The worst part about such a day is that I recognized that I was ornery, but I couldn't quite seem to pull myself out of it soon enough. I knew that I really wasn't going to be too great around people, and I finally resigned myself to aloneness and my own house. I cleaned ... everything. It was a good way to channel my orneriness. And, as with the day ... it passed. I got it back together and I let the ornery fall from me.
Good thing tomorrow is fresh, with no mistakes or orneriness in it.
5 comments:
i had this exact day on saturday!! i love your ornery days breanne! maybe it's because i miss you :)
Yeah. I know those days. Aren't they frustruating because you KNOW you're onrey but yet you can't stop it. Sounds like you handled it as best as you could. :)
I think sometimes those are really what we should call opposition days. When they are over, I usually see things more clearly. I appreciate things more and recognize what I have more abundantly, especially as people continue to love me following them. They are truly the bitter days where we realize we can do and be better. There after all has to be oppostion in all things. We had fun being with you yesterday even if you were feeling onrey. Love you.
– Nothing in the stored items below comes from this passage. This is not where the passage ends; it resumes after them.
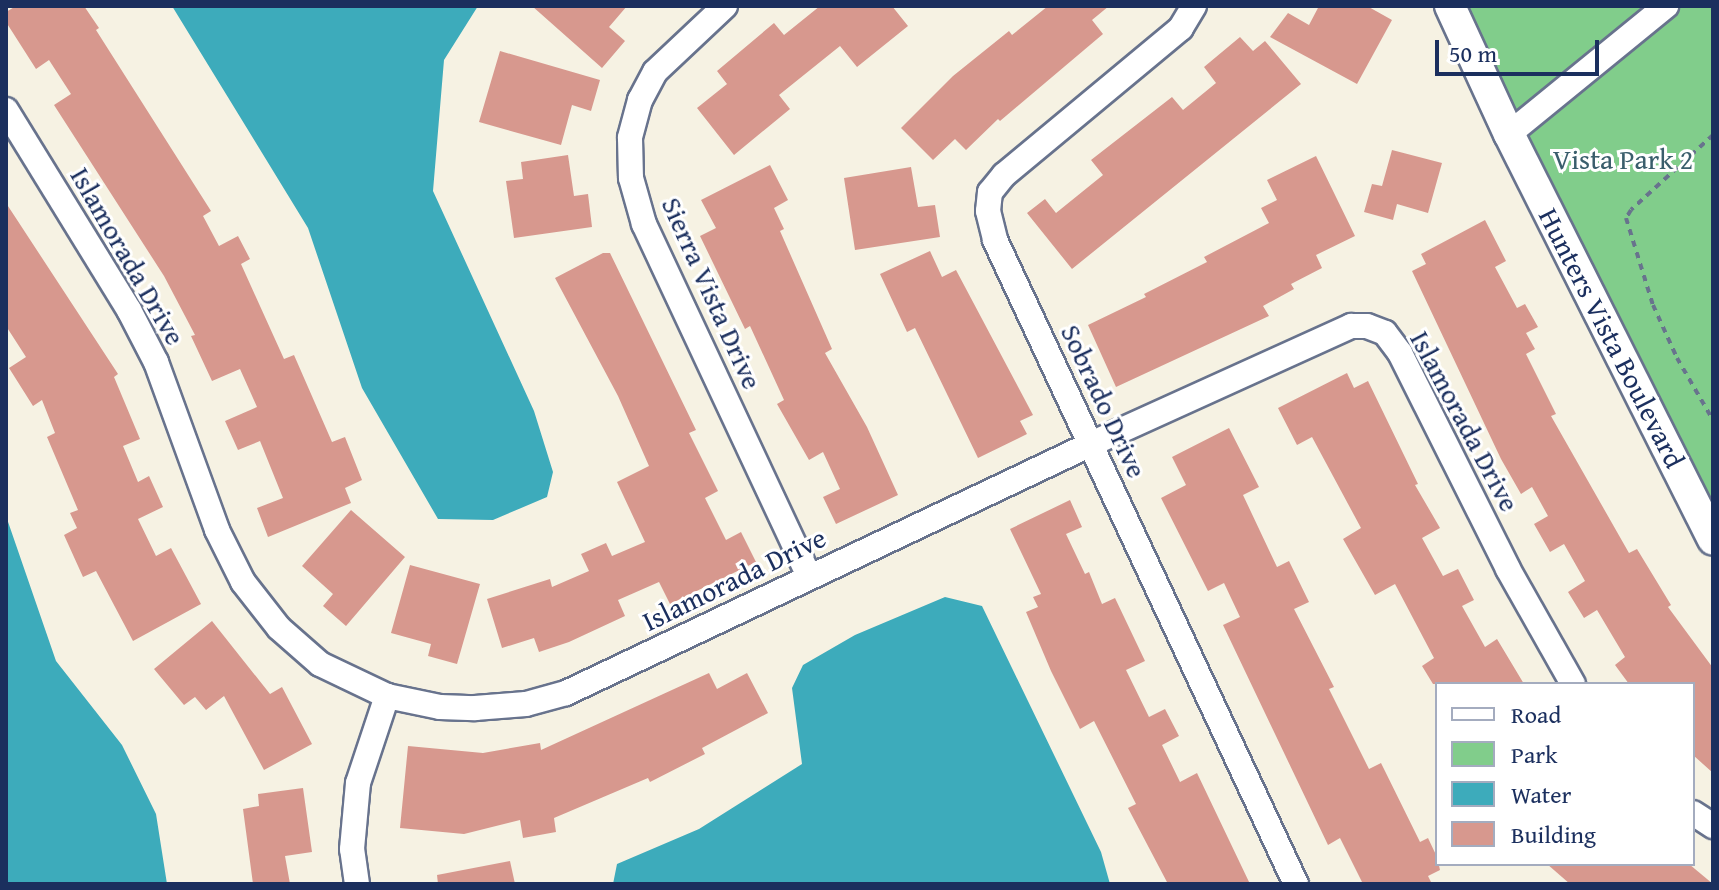 <!DOCTYPE html>
<html>
<head>
<meta charset="utf-8">
<style>
	body { margin:0 }
	#map { position:relative; width:1719px; height:890px; overflow:hidden; background:#f6f2e3; font-family:"Gentium Book Plus",serif }
	div>[style] { position:absolute }
	[style*='--x'] { left:calc(var(--x)*1px); top:calc(var(--y)*1px); width:calc(var(--w)*1px); rotate:calc(var(--a)*1deg) }
	.green>* { inset:0; background:#81cd8b }
	.water>* { inset:0; background:#3dabbb }
	.building>* { inset:0; background:#d7988e }
	.path>* { height:4px; margin-top:-2px; transform-origin:0; background:repeating-linear-gradient(90deg,#68738d 0 6px,transparent 0 12px) }
	.roads { filter:drop-shadow(2px 0 #68738d) drop-shadow(-2px 0 #68738d) drop-shadow(0 2px #68738d) drop-shadow(0 -2px #68738d) }
	.minor>* { height:24px; margin:-12px; padding:0 12px; transform-origin:12px; border-radius:12px; background:#fff }
	.tertiary>* { height:30px; margin:-15px; padding:0 15px; transform-origin:15px; border-radius:15px; background:#fff }
	span { translate:-50% -50%; white-space:nowrap; text-align:center; line-height:1.15; -webkit-text-stroke:6px #fff; paint-order:stroke }
	.park-label { font-size:28px; color:#3a5e6c }
	.street-label { font-size:28px; color:#1b2f5e }
	.frame { position:absolute; inset:0; border:8px solid #1b2f5e; pointer-events:none }
	.legend { position:absolute; left:1435px; top:682px; width:260px; height:184px; box-sizing:border-box; background:#fff; border:2px solid #a4acbf; margin:0; padding:10px 14px; list-style:none; font-size:24px; color:#1b2f5e }
	.legend li { display:flex; align-items:center; gap:16px; height:40px }
	.legend b { width:40px; border:2px solid #a4acbf }
	.scale { position:absolute; left:1435px; top:40px; width:164px; height:36px; box-sizing:border-box; border:4px solid #1b2f5e; border-top:0; padding-left:10px; font-size:24px; line-height:28px; white-space:nowrap; color:#1b2f5e; -webkit-text-stroke:6px #fff; paint-order:stroke }
</style>
</head>
<body>
<div id="map">
	<div class="green">
		<div style="clip-path:polygon(1450px 6px,1713px 6px,1713px 540px)"></div>
	</div>
	<div class="water">
		<div style="clip-path:polygon(172px 6px,478px 6px,444px 60px,433px 191px,534px 411px,553px 472px,547px 497px,493px 520px,438px 519px,362px 388px,308px 228px)"></div>
		<div style="clip-path:polygon(6px 516px,56px 661px,122px 745px,156px 814px,167px 884px,6px 884px)"></div>
		<div style="clip-path:polygon(945px 597px,982px 606px,1101px 852px,1110px 884px,613px 884px,617px 864px,699px 829px,802px 764px,792px 688px,803px 665px,855px 635px)"></div>
	</div>
	<div class="building">
		<div style="clip-path:polygon(16px 6px,84px 6px,99px 28px,96px 30px,211px 211px,203px 216px,219px 246px,238px 236px,250px 259px,241px 264px,284px 359px,294px 355px,332px 442px,345px 437px,362px 480px,345px 488px,351px 503px,268px 537px,257px 508px,283px 498px,260px 441px,238px 450px,225px 421px,257px 407px,240px 369px,212px 381px,191px 336px,195px 335px,164px 276px,54px 105px,71px 94px,49px 60px,36px 69px,6px 22px,6px 12px)"></div>
		<div style="clip-path:polygon(532px 6px,627px 6px,609px 27px,625px 41px,602px 68px)"></div>
		<div style="clip-path:polygon(820px 6px,892px 6px,908px 26px,857px 67px,840px 46px,779px 95px,790px 109px,734px 155px,697px 108px,727px 84px,717px 71px,774px 23px,784px 35px)"></div>
		<div style="clip-path:polygon(1048px 6px,1109px 6px,1092px 20px,1103px 34px,1000px 121px,998px 119px,966px 150px,955px 139px,933px 160px,901px 128px,953px 76px,1009px 31px,1012px 35px)"></div>
		<div style="clip-path:polygon(1319px 6px,1367px 6px,1392px 20px,1357px 84px,1270px 37px,1288px 13px,1309px 25px)"></div>
		<div style="clip-path:polygon(1240px 37px,1253px 51px,1265px 41px,1301px 84px,1072px 269px,1027px 213px,1045px 199px,1056px 213px,1103px 175px,1091px 160px,1172px 97px,1183px 110px,1216px 83px,1204px 67px)"></div>
		<div style="clip-path:polygon(500px 51px,600px 80px,591px 111px,572px 105px,561px 145px,479px 122px)"></div>
		<div style="clip-path:polygon(1392px 150px,1442px 163px,1428px 213px,1397px 204px,1393px 220px,1364px 212px,1372px 184px,1382px 186px)"></div>
		<div style="clip-path:polygon(568px 155px,574px 196px,588px 194px,592px 227px,514px 238px,506px 181px,523px 179px,521px 162px)"></div>
		<div style="clip-path:polygon(1316px 156px,1355px 236px,1316px 255px,1322px 268px,1291px 284px,1294px 289px,1263px 306px,1269px 316px,1116px 387px,1088px 325px,1146px 297px,1144px 294px,1207px 262px,1204px 257px,1269px 223px,1261px 208px,1277px 200px,1267px 180px)"></div>
		<div style="clip-path:polygon(770px 165px,788px 200px,774px 208px,784px 229px,780px 231px,832px 349px,825px 353px,867px 427px,898px 495px,836px 524px,823px 497px,840px 489px,823px 452px,809px 460px,777px 404px,784px 400px,750px 326px,745px 329px,700px 236px,716px 228px,701px 200px)"></div>
		<div style="clip-path:polygon(911px 167px,918px 207px,935px 205px,940px 237px,855px 250px,844px 178px)"></div>
		<div style="clip-path:polygon(6px 203px,118px 374px,114px 377px,140px 439px,123px 446px,138px 482px,149px 476px,163px 507px,138px 519px,156px 556px,171px 548px,201px 604px,133px 641px,96px 571px,83px 577px,64px 535px,77px 528px,70px 513px,78px 510px,47px 437px,55px 433px,42px 400px,33px 406px,9px 368px,26px 357px,6px 326px)"></div>
		<div style="clip-path:polygon(1485px 220px,1506px 261px,1495px 267px,1517px 308px,1525px 304px,1538px 327px,1526px 333px,1535px 349px,1526px 354px,1556px 414px,1551px 416px,1629px 553px,1637px 549px,1671px 605px,1668px 607px,1713px 668px,1713px 773px,1693px 755px,1693px 684px,1629px 684px,1615px 665px,1625px 657px,1597px 610px,1584px 618px,1568px 592px,1585px 581px,1564px 544px,1550px 552px,1534px 524px,1548px 516px,1532px 487px,1521px 494px,1501px 459px,1412px 271px,1426px 264px,1421px 254px)"></div>
		<div style="clip-path:polygon(930px 251px,942px 277px,956px 270px,1033px 415px,1020px 421px,1027px 434px,978px 458px,915px 328px,907px 332px,880px 274px)"></div>
		<div style="clip-path:polygon(603px 253px,610px 253px,696px 430px,689px 433px,718px 491px,705px 498px,726px 540px,741px 532px,756px 562px,670px 604px,659px 582px,618px 600px,625px 616px,569px 642px,539px 652px,534px 638px,502px 648px,487px 599px,550px 579px,552px 587px,589px 571px,581px 554px,606px 543px,612px 556px,645px 542px,617px 482px,649px 466px,618px 396px,555px 278px)"></div>
		<div style="clip-path:polygon(1347px 373px,1354px 388px,1368px 381px,1418px 484px,1415px 485px,1440px 528px,1422px 538px,1443px 576px,1458px 569px,1474px 600px,1462px 606px,1485px 647px,1497px 639px,1524px 684px,1433px 684px,1422px 666px,1434px 658px,1395px 584px,1375px 595px,1343px 539px,1361px 528px,1312px 437px,1297px 445px,1278px 408px)"></div>
		<div style="clip-path:polygon(1229px 428px,1259px 487px,1243px 495px,1277px 567px,1289px 561px,1309px 602px,1294px 609px,1334px 687px,1329px 689px,1369px 769px,1381px 763px,1420px 842px,1428px 838px,1437px 857px,1440px 870px,1428px 876px,1432px 884px,1363px 884px,1340px 838px,1328px 845px,1223px 625px,1240px 617px,1224px 583px,1208px 591px,1161px 498px,1186px 485px,1172px 457px)"></div>
		<div style="clip-path:polygon(1070px 500px,1082px 527px,1066px 534px,1085px 574px,1089px 572px,1102px 604px,1115px 598px,1145px 661px,1126px 670px,1149px 717px,1165px 709px,1179px 736px,1162px 745px,1180px 782px,1197px 773px,1250px 884px,1168px 884px,1128px 808px,1136px 804px,1094px 721px,1080px 729px,1051px 671px,1026px 612px,1038px 607px,1033px 597px,1041px 594px,1010px 529px)"></div>
		<div style="clip-path:polygon(351px 510px,405px 557px,346px 626px,323px 606px,333px 594px,302px 566px)"></div>
		<div style="clip-path:polygon(410px 565px,480px 584px,457px 664px,428px 656px,431px 644px,391px 633px)"></div>
		<div style="clip-path:polygon(212px 621px,270px 694px,282px 687px,312px 744px,264px 770px,224px 696px,206px 710px,195px 697px,184px 705px,154px 669px)"></div>
		<div style="clip-path:polygon(709px 673px,717px 689px,747px 673px,768px 713px,702px 748px,705px 754px,650px 782px,648px 778px,554px 818px,556px 832px,523px 838px,520px 820px,464px 834px,400px 828px,408px 746px,483px 753px,540px 743px,541px 750px)"></div>
		<div style="clip-path:polygon(303px 788px,312px 852px,285px 856px,290px 884px,253px 884px,243px 809px,259px 806px,258px 794px)"></div>
		<div style="clip-path:polygon(510px 861px,515px 884px,438px 884px,437px 875px)"></div>
		<div style="clip-path:polygon(1547px 864px,1689px 864px,1713px 884px,1570px 884px)"></div>
	</div>
	<div class="path">
		<div style="--x:1713;--y:135;--w:111;--a:137.6"></div>
		<div style="--x:1631;--y:210;--w:9;--a:122"></div>
		<div style="--x:1626;--y:218;--w:91;--a:72.8"></div>
		<div style="--x:1653;--y:305;--w:58;--a:65.6"></div>
		<div style="--x:1677;--y:358;--w:72;--a:59.9"></div>
	</div>
	<div class="roads">
		<div class="minor">
			<div style="--x:725;--y:6;--w:96;--a:136.7"></div>
			<div style="--x:655;--y:72;--w:32;--a:118"></div>
			<div style="--x:640;--y:100;--w:39;--a:105"></div>
			<div style="--x:630;--y:138;--w:40;--a:88.6"></div>
			<div style="--x:631;--y:178;--w:48;--a:74.2"></div>
			<div style="--x:644;--y:224;--w:389;--a:64.9"></div>
			<div style="--x:1194;--y:6;--w:26;--a:121"></div>
			<div style="--x:1181;--y:28;--w:230;--a:140.3"></div>
			<div style="--x:1004;--y:175;--w:22;--a:129"></div>
			<div style="--x:990;--y:192;--w:19;--a:96"></div>
			<div style="--x:988;--y:211;--w:30;--a:76"></div>
			<div style="--x:995;--y:240;--w:711;--a:64.95"></div>
			<div style="--x:6;--y:110;--w:235;--a:58.4"></div>
			<div style="--x:129;--y:310;--w:59;--a:62.6"></div>
			<div style="--x:156;--y:362;--w:179;--a:70"></div>
			<div style="--x:217;--y:530;--w:58;--a:63.4"></div>
			<div style="--x:243;--y:582;--w:58;--a:52"></div>
			<div style="--x:279;--y:628;--w:55;--a:41.3"></div>
			<div style="--x:320;--y:664;--w:74;--a:25.5"></div>
			<div style="--x:387;--y:696;--w:54;--a:11.7"></div>
			<div style="--x:440;--y:707;--w:35;--a:2"></div>
			<div style="--x:475;--y:708;--w:51;--a:-4.5"></div>
			<div style="--x:526;--y:704;--w:41;--a:-15.4"></div>
			<div style="--x:566;--y:693;--w:581;--a:-25.37"></div>
			<div style="--x:1091;--y:444;--w:286;--a:-24.4"></div>
			<div style="--x:1351;--y:326;--w:16;--a:0"></div>
			<div style="--x:1367;--y:326;--w:19;--a:21"></div>
			<div style="--x:1385;--y:333;--w:25;--a:53"></div>
			<div style="--x:1400;--y:353;--w:241;--a:63.4"></div>
			<div style="--x:1508;--y:569;--w:132;--a:60.5"></div>
			<div style="--x:1509;--y:134;--w:203;--a:-39.2"></div>
			<div style="--x:1693;--y:813;--w:24;--a:33"></div>
			<div style="--x:357;--y:884;--w:35;--a:-98"></div>
			<div style="--x:352;--y:849;--w:66;--a:-84.8"></div>
			<div style="--x:358;--y:783;--w:92;--a:-71.6"></div>
		</div>
		<div class="tertiary">
			<div style="--x:1450;--y:6;--w:141;--a:65.3"></div>
			<div style="--x:1509;--y:134;--w:454;--a:63.3"></div>
		</div>
	</div>
	<div class="park-label">
		<span style="left:1623px;top:159px">Vista Park 2</span>
	</div>
	<div class="street-label">
		<span style="left:128px;top:256px;rotate:60deg">Islamorada Drive</span>
		<span style="left:712px;top:293px;rotate:66deg">Sierra Vista Drive</span>
		<span style="left:1612px;top:338px;rotate:63deg">Hunters Vista Boulevard</span>
		<span style="left:1104px;top:401px;rotate:65deg">Sobrado Drive</span>
		<span style="left:1465px;top:421px;rotate:62deg">Islamorada Drive</span>
		<span style="left:734px;top:579px;rotate:-26deg">Islamorada Drive</span>
	</div>
	<div class="frame"></div>
	<ul class="legend">
	<li><b style="height:10px;background:#fff"></b>Road</li>
	<li><b style="height:22px;background:#81cd8b"></b>Park</li>
	<li><b style="height:22px;background:#3dabbb"></b>Water</li>
	<li><b style="height:22px;background:#d7988e"></b>Building</li>
	</ul>
	<div class="scale">50 m</div>
</div>
</body>
</html>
ahhhh....ANNE! Where would I be without life's lessons from Anne? And why do those days have to come? Way to channel it!
sorry you had such a day. i hate it when i know i need to pull out of it and yet am too stubborn at the moment to do so. hope you are feeling better now. even when onery, you are still loved by many. (and i still think you are absolutely incredible and possess not faults or flaws!)